As a startup, you want to know who else is providing the product or service that you plan to offer in the market, and who might potentially provide it. You want to be able to give the investor a sense of confidence in your market know that your startup knows and can surmount its likely competition. Investors don’t need to see every single potential competitor, at least in your initial pitch, but they do need to know that you know about every competitor and you know how you are different and why you are better. It will also help you work out appropriate pricing for your application and put a dollar value on your company when you are ready to look for investment.

Barriers to Entry and Sustaining your Market Position

Competitors will consistently try to offer better customer service, product quality and marketing. In healthy markets, buyers will demand the best solutions for their specific needs.

To maintain your market position, once you have established your niche, it is best to build a barrier to entry based on customer loyalty and consistent delivery of a quality product or service.

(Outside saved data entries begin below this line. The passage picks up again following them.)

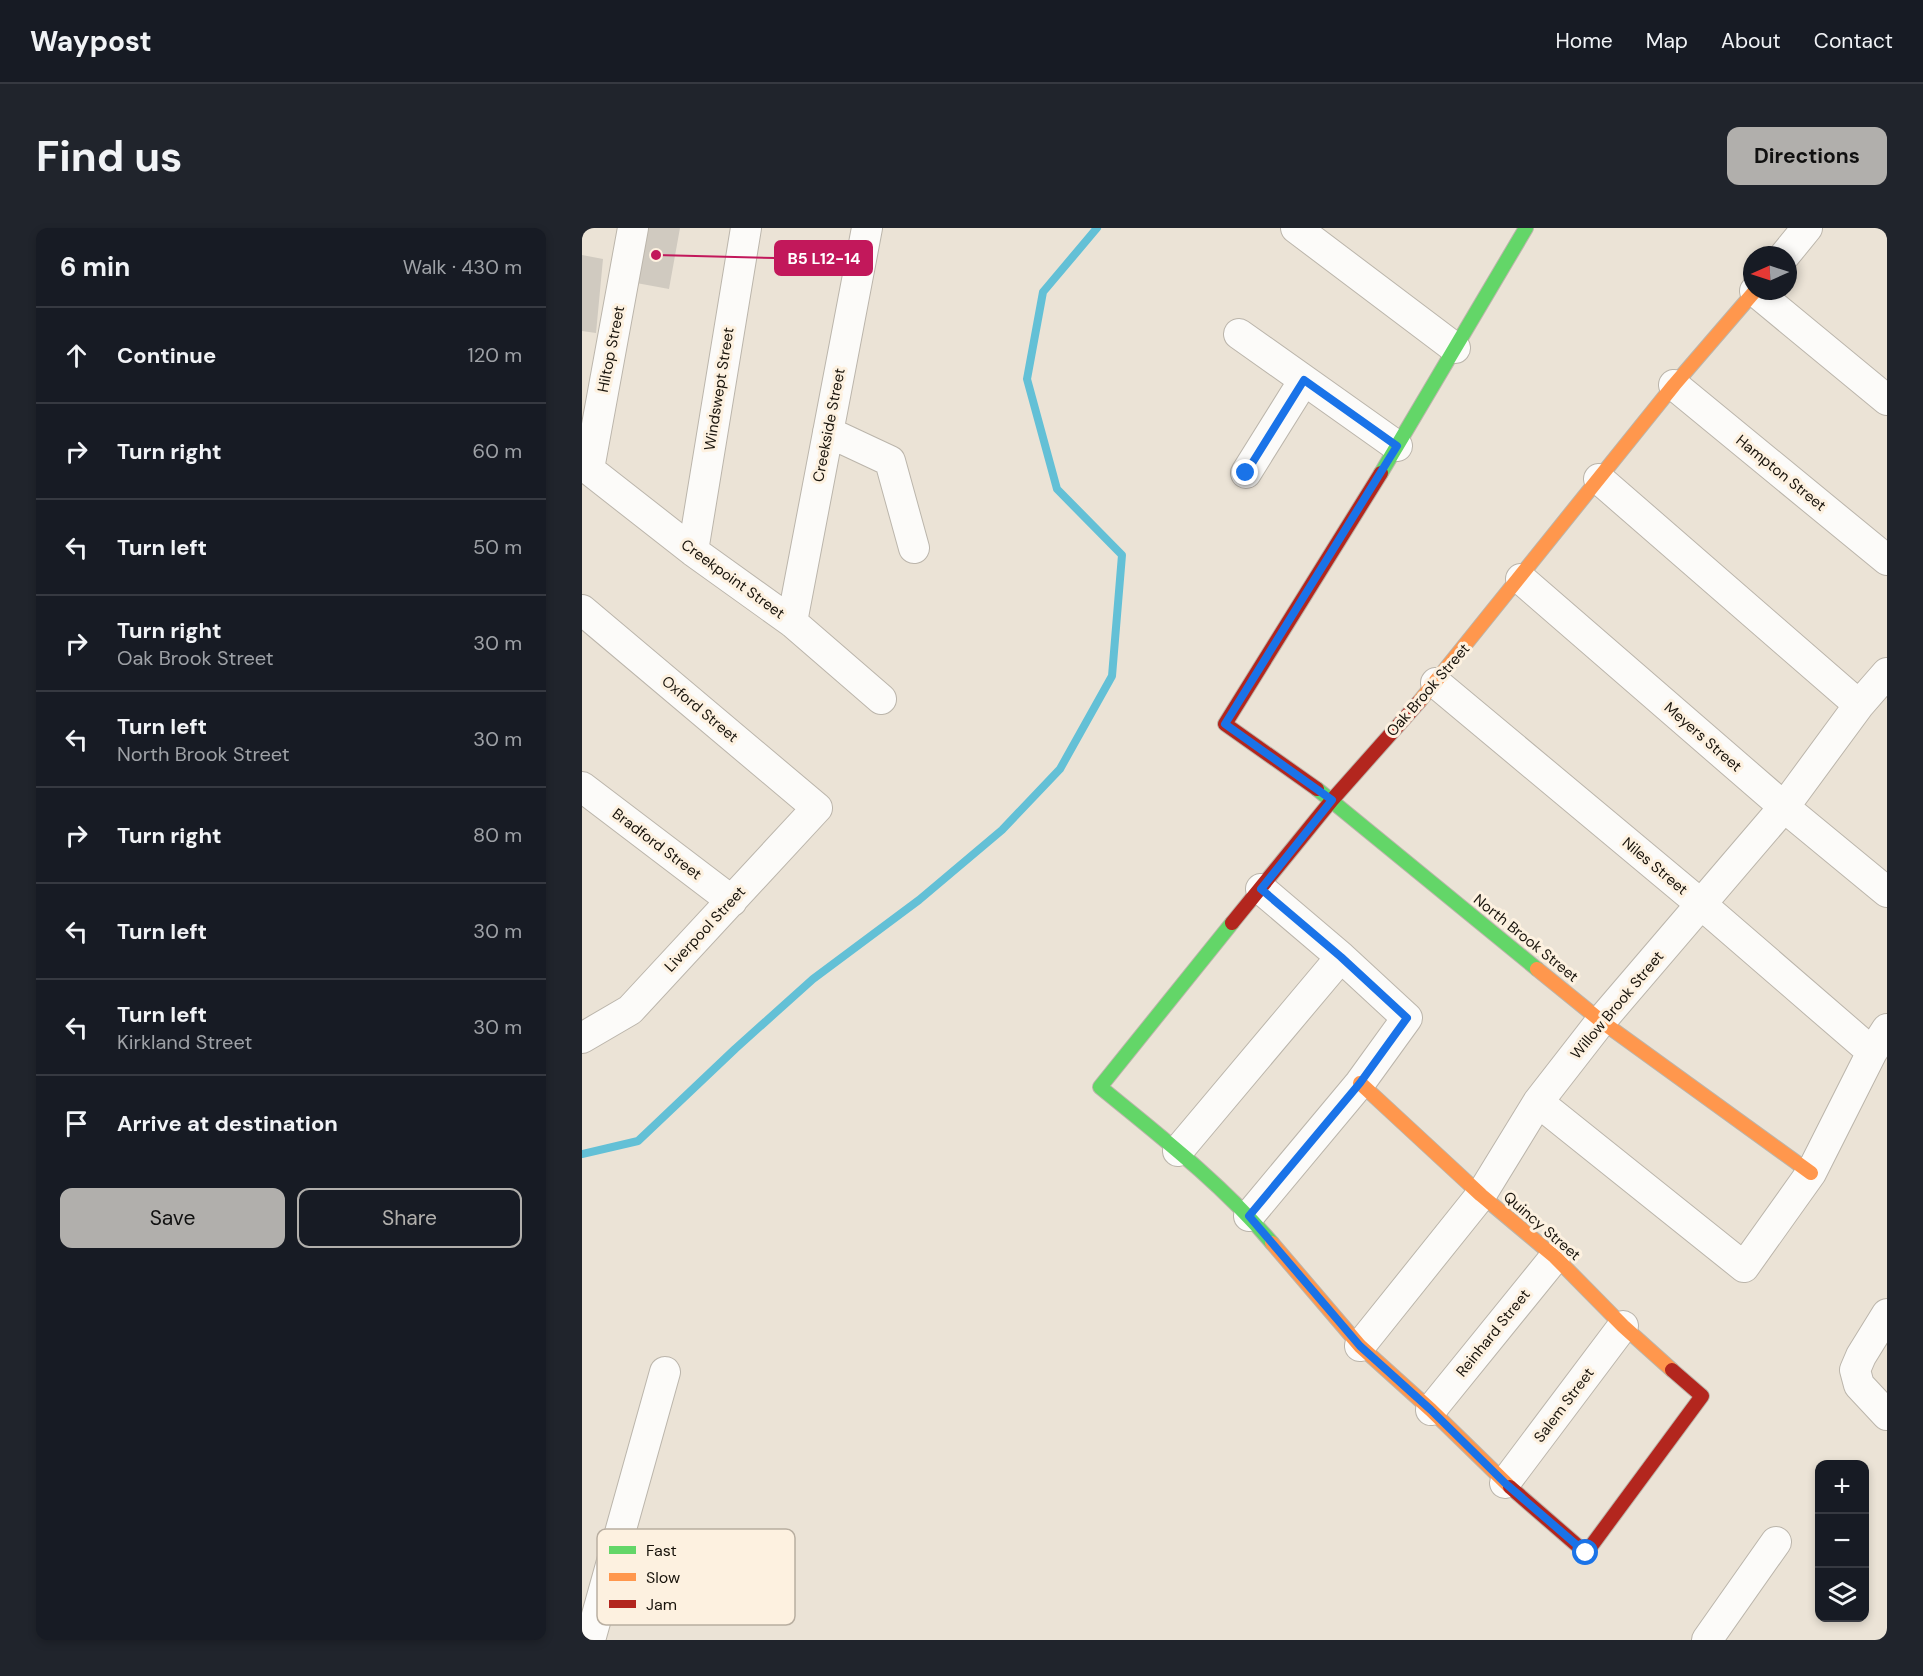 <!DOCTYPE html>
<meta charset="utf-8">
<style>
:root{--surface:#171b24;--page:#20242c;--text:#f1f3f6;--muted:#9ea1a6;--line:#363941;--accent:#b1afac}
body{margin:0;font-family:"DM Sans",sans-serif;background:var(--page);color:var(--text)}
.controls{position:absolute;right:18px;bottom:18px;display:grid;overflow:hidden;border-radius:12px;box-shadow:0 3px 9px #0003}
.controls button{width:54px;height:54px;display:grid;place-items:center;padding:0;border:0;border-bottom:2px solid var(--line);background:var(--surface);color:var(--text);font:30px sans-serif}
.compass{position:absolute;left:1161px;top:18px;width:54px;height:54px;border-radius:50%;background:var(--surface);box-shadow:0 3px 9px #0003;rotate:267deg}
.stop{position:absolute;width:18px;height:18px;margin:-14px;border:4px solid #1a73e8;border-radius:50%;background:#fff}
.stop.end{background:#1a73e8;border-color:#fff;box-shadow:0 2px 6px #0008}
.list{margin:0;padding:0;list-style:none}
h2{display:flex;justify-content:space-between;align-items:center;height:78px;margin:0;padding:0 24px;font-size:26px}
h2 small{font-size:20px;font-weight:400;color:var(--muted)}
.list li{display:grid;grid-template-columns:39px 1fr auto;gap:18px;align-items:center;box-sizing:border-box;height:96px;padding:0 24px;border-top:2px solid var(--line)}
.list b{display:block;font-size:22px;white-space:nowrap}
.list p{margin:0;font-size:20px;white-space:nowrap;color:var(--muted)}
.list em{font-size:20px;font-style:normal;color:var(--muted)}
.actions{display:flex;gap:12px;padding:18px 24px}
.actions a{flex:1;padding:14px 0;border:2px solid var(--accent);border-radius:12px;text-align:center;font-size:21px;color:var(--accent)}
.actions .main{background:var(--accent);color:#111}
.icon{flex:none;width:33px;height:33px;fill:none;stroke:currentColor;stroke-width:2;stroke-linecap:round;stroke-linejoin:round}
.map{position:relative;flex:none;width:1305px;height:1412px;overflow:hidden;border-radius:12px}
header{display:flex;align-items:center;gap:36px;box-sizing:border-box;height:84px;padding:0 30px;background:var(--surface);border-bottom:2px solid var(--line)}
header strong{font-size:28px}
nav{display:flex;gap:33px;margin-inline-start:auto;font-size:21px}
.intro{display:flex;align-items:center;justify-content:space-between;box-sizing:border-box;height:144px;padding:0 36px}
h1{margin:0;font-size:42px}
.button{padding:15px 27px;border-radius:12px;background:var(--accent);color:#111;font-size:21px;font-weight:700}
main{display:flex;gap:36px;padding:0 36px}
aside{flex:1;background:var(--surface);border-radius:12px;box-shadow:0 3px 9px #0003}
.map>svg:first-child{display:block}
</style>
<header>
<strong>Waypost</strong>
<nav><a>Home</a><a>Map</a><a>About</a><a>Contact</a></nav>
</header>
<div class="intro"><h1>Find us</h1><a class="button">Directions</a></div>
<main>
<aside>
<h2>6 min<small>Walk · 430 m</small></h2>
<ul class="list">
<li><svg class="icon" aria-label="ahead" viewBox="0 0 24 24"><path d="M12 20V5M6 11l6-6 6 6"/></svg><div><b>Continue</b></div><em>120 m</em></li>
<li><svg class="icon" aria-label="right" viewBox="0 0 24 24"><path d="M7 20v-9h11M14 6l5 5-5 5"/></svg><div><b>Turn right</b></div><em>60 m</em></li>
<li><svg class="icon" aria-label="left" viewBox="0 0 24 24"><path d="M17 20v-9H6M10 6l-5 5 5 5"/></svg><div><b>Turn left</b></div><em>50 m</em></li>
<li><svg class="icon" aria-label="right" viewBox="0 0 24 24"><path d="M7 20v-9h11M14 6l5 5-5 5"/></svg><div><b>Turn right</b><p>Oak Brook Street</p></div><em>30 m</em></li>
<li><svg class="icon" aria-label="left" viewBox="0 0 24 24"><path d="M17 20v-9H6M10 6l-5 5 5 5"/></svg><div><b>Turn left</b><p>North Brook Street</p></div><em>30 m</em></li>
<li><svg class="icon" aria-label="right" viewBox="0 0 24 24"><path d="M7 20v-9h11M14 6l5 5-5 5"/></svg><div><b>Turn right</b></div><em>80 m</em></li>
<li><svg class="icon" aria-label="left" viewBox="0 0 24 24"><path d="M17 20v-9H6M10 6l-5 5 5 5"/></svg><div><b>Turn left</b></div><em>30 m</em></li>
<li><svg class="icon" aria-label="left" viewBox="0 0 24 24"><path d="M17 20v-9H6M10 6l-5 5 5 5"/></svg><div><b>Turn left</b><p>Kirkland Street</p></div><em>30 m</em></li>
<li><svg class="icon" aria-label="arrive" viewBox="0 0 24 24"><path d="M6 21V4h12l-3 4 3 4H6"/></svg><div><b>Arrive at destination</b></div></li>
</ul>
<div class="actions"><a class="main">Save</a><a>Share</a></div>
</aside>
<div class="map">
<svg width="1305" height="1412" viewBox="0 0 1305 1412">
<rect width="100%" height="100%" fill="#ebe3d6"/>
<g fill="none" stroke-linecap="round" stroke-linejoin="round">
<path stroke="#63c0d6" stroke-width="8" d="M0,926L56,913L153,821L231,751L337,672L420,602L478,541L530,448L540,327L475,261L445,151L461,64L515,0"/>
</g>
<path fill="#d0cac0" d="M59,0H98L87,61L49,54Z
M0,27L21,31L14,105L0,103Z"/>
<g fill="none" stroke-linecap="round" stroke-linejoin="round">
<defs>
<path id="street" d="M714,0L873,120
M1203,27L1225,0
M1173,63L1305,172
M657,106L815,218
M1092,157L1305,332
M246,204L308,233L332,320
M0,236L111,323L210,394L299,471
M7,241L51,0
M664,245L722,152
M1017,251L1277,477
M111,323L164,0
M939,351L1202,579L1305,664
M0,382L235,580L48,782L0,810
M210,394L285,0
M854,455L1120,677L1290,824
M0,559L150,673
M956,874L1162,1039L1229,945L1290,824L1305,801
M596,923L759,729
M667,988L778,855L825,790L759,729L679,661
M1305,1086L1279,1128L1273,1142L1277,1157L1305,1187
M778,1118L899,967L956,874L1019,793L1202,579L1277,477L1305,445
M849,1182L973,1029
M923,1255L1041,1098
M8,1412L83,1144
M1125,1412L1194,1314"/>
<path id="fast" d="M799,245L944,0
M735,561L955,741
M650,695L518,859C578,908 640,956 690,1015"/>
<path id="slow" d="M837,474L1092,157L1173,63
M955,741L1019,793L1229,945
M778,855L899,967L973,1029L1041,1098L1090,1142
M690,1015L778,1118L849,1182L928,1259"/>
<path id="jam" d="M735,561L643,496L799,245
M650,695L750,572L837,474
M928,1259L1004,1325L1120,1168L1090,1142"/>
</defs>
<use href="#street" stroke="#bbb5ab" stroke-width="32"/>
<use href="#fast" stroke="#bbb5ab" stroke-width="16"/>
<use href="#slow" stroke="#bbb5ab" stroke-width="16"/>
<use href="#jam" stroke="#bbb5ab" stroke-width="16"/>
<use href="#street" stroke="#fcfbf9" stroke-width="30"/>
<use href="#fast" stroke="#63d668" stroke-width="14"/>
<use href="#slow" stroke="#ff974d" stroke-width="14"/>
<use href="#jam" stroke="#b3261e" stroke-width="14"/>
</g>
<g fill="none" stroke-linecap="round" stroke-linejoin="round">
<path stroke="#1a73e8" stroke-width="8" d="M664,245L722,152L815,218L643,496L750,572L679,661L759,729L825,790L778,855L667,988L778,1118L849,1182L923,1255L1004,1325"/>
</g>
<g text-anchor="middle" stroke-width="6" stroke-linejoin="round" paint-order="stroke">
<g font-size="15" fill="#18130b" stroke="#fdf1e0">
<text transform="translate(29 121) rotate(-79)" y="5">Hiltop Street</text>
<text transform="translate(137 161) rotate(-81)" y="5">Windswept Street</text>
<text transform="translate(247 197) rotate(-79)" y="5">Creekside Street</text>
<text transform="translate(1199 245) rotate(39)" y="5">Hampton Street</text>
<text transform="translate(151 351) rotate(36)" y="5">Creekpoint Street</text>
<text transform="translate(846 462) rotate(-49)" y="5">Oak Brook Street</text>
<text transform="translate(118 481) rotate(40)" y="5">Oxford Street</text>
<text transform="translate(1121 509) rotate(41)" y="5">Meyers Street</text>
<text transform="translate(75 616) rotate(37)" y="5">Bradford Street</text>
<text transform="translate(1073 638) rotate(40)" y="5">Niles Street</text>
<text transform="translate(123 701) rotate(-47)" y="5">Liverpool Street</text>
<text transform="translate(944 710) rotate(39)" y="5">North Brook Street</text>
<text transform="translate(1035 777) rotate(-50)" y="5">Willow Brook Street</text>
<text transform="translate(960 998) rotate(41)" y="5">Quincy Street</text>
<text transform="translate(911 1105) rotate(-51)" y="5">Reinhard Street</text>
<text transform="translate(982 1177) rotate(-53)" y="5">Salem Street</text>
</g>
</g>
<rect x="15" y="1301" width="198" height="96" rx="9" fill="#fdf1e0" stroke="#b8aea0" stroke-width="1.5"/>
<rect x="27" y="1318" width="27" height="8" fill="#63d668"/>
<rect x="27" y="1345" width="27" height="8" fill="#ff974d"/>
<rect x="27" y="1372" width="27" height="8" fill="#b3261e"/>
<g font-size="16" fill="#18130b">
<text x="64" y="1328">Fast</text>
<text x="64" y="1355">Slow</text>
<text x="64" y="1382">Jam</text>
</g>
<path fill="none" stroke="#c2185b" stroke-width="2" d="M74 27L193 30"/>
<circle fill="#c2185b" stroke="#fdf1e0" stroke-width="2" cx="74" cy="27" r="6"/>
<rect fill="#c2185b" stroke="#c2185b" stroke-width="2" x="193" y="13" width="97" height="34" rx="6"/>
<g font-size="16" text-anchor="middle" font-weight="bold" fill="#fff">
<text x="242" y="36">B5 L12-14</text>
</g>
</svg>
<div class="controls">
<button>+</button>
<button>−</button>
<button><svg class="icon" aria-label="layers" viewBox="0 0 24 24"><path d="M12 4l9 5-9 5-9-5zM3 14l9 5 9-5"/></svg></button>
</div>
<svg class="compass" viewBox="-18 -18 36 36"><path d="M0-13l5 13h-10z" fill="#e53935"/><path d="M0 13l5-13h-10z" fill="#9ea1a6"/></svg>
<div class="stop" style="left:1004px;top:1325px"></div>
<div class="stop end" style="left:664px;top:245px"></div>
</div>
</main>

Serial Entrepreneur Firas Kittaneh, writing in Entrepreneur magazine, quotes Dharmesh Shah, HubSpot co-founder and CTO, as follows:

“You are often your biggest competitor. You should not completely ignore your competition, but the biggest battle happens inside of the four walls of your startup’s office. Startups come down to pure execution of a strategy on a daily basis and maintaining the faith for the long haul. Most startups don’t lose to competition, but because they lose the will to fight.” See also:

Instead of focusing your energy on outdoing the competition, invest in becoming a customer-centric organization. This way, you will boost buyer loyalty and easily defend against aggressive suppliers or vendors intent on stealing your clients. At the end of the day, it is your users — not your competitor — who have the power to make or break your business.